I am using Castle Windsor.
I have two component types where the implementation can be selected at runtime on a GUI. To handle this, I am resolving them by name. To handle resolving them by name, I am using the Typed Factory Facility.
One of the component types depends on the other. To handle the dependency, I am passing the argument as a factory method/constructor parameter argument.
Here is a redacted and abridged version of this factory interface:
public interface IModelFactory
{
IMyDomainCommandFactory GetFooCommandFactory();
IMyDomainCommandFactory GetBarCommandFactory();
IMyDomainStrategy GetCreateSpecificSizeStrategy(int size, IMyDomainCommandFactory commandFactory);
IMyDomainStrategy GetCreateUntilFailureStrategy(IMyDomainCommandFactory commandFactory);
}
Note that I am using my own implementations for IMyDomainCommandFactory
, rather than using the Typed Factory facility. Those factories have intentionally complex behavior, and the facility doesn't suit their needs.

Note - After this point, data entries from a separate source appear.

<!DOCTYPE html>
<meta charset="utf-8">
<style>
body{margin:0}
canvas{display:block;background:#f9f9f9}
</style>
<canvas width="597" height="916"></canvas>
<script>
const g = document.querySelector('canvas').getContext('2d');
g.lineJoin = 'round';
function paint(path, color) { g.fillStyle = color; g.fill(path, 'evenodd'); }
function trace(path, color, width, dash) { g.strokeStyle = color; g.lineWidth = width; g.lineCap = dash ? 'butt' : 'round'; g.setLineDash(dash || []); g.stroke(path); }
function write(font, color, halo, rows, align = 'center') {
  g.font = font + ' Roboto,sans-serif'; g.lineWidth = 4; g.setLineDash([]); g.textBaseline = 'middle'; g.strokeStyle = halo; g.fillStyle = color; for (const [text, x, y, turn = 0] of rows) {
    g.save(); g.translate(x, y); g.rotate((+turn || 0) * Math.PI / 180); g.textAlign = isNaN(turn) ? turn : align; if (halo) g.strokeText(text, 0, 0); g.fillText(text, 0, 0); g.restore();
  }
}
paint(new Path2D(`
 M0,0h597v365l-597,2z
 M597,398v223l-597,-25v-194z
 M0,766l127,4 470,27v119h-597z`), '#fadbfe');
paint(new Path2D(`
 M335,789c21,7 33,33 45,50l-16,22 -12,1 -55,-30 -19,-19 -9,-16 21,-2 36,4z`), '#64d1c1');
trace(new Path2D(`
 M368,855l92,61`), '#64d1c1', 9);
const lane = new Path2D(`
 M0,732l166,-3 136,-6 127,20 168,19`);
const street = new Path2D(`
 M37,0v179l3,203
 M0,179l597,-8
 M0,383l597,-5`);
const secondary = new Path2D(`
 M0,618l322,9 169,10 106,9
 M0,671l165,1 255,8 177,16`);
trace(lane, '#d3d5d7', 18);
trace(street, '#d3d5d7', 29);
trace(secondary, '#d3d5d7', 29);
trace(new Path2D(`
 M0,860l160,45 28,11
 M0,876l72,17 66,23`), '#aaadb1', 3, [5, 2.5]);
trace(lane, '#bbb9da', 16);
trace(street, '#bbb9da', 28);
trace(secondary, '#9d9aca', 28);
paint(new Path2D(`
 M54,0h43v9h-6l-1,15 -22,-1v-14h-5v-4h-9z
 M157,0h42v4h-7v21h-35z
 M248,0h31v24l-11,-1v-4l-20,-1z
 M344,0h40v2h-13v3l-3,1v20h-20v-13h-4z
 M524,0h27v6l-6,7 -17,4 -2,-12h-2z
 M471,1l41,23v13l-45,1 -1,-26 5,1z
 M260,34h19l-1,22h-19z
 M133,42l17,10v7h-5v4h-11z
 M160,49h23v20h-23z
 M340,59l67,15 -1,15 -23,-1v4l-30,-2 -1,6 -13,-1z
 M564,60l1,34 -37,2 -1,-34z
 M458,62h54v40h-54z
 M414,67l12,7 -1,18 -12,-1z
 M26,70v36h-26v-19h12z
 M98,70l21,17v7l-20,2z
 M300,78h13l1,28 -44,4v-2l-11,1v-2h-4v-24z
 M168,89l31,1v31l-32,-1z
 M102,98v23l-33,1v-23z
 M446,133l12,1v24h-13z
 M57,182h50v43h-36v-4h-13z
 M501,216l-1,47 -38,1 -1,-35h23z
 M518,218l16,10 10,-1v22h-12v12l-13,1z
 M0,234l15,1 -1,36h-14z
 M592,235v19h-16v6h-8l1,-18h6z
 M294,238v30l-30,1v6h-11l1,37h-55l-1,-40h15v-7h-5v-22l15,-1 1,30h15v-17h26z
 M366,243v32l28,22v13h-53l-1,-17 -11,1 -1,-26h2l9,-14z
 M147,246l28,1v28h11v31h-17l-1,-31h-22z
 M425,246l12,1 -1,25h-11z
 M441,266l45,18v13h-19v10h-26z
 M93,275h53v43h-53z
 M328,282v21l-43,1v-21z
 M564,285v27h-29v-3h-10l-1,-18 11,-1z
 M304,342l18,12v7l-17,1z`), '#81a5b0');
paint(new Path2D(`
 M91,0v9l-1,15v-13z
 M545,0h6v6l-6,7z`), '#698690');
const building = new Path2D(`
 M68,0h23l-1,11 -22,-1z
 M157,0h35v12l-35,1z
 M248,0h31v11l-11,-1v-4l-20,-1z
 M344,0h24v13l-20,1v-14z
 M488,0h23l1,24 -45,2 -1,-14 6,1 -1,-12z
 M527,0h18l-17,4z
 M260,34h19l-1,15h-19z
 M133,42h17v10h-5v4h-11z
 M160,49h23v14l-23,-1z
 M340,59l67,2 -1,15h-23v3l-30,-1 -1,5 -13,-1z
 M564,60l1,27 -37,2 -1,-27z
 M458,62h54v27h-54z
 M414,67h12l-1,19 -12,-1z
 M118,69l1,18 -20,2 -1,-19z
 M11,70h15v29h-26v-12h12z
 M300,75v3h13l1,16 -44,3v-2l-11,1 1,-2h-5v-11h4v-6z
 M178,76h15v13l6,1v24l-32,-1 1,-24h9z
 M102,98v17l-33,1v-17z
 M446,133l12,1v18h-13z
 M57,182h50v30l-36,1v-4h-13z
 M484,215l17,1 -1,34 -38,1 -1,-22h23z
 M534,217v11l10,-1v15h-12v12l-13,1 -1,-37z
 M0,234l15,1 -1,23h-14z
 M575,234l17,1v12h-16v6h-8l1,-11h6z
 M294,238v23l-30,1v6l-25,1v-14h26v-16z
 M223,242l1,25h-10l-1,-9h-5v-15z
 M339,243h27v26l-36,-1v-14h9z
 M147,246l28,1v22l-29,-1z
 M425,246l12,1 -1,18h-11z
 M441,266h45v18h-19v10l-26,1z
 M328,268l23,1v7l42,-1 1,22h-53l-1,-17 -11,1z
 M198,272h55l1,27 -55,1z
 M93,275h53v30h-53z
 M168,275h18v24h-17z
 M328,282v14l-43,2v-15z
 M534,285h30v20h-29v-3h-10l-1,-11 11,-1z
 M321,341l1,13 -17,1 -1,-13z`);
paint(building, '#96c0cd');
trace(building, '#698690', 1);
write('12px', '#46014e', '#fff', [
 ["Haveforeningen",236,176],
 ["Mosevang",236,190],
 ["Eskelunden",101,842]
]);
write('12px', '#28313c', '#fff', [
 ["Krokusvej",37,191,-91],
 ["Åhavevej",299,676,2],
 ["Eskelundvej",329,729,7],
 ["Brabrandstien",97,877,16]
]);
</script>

The problem I am noticing is that if I register my strategy components with a singleton lifestyle, I always get back the same instance, even if I pass different arguments to the getter.
In my opinion, this goes against the Principal of Least Astonishment, but maybe other people have a different opinion :) Should this be considered a bug?
If not, is there a clean way to get the container or factory to create only one instance per argument combination?
Depending how you look at it, but certainly instance per combination of parameters can't be called a singleton so I say it would go against PoLA if Windsor did implement the behavior you'd expect.
If you want it, you need a custom, non-singleton lifestyle.